**BRIEF**
Please reproduce the records below exactly, omitting any pictures they contain.
[RECORDS FOR THE EXERCISE — start]
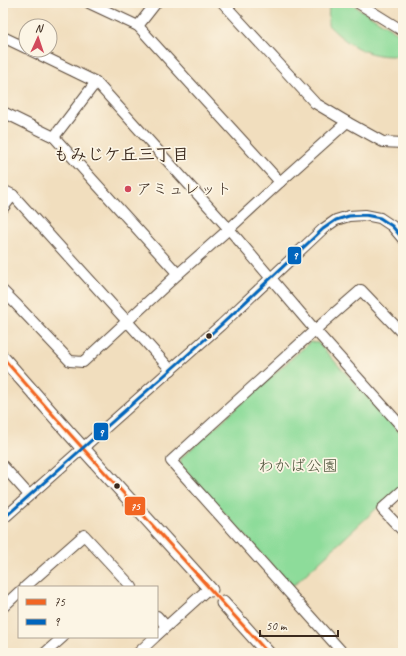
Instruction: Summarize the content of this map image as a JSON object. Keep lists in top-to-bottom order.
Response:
{
  "districts": ["もみじケ丘三丁目"],
  "parks": ["わかば公園"],
  "places": ["アミュレット"],
  "lines": ["transit line 9", "transit line 75"],
  "legend": ["75", "9"],
  "scale_bar": "50 m",
  "north": "top"
}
[RECORDS FOR THE EXERCISE — finish]
**EXPECTED ANSWER**
Instruction: Summarize the content of this map image as a JSON object. Keep lists in top-to-bottom order.
Response:
{
  "districts": ["もみじケ丘三丁目"],
  "parks": ["わかば公園"],
  "places": ["アミュレット"],
  "lines": ["transit line 9", "transit line 75"],
  "legend": ["75", "9"],
  "scale_bar": "50 m",
  "north": "top"
}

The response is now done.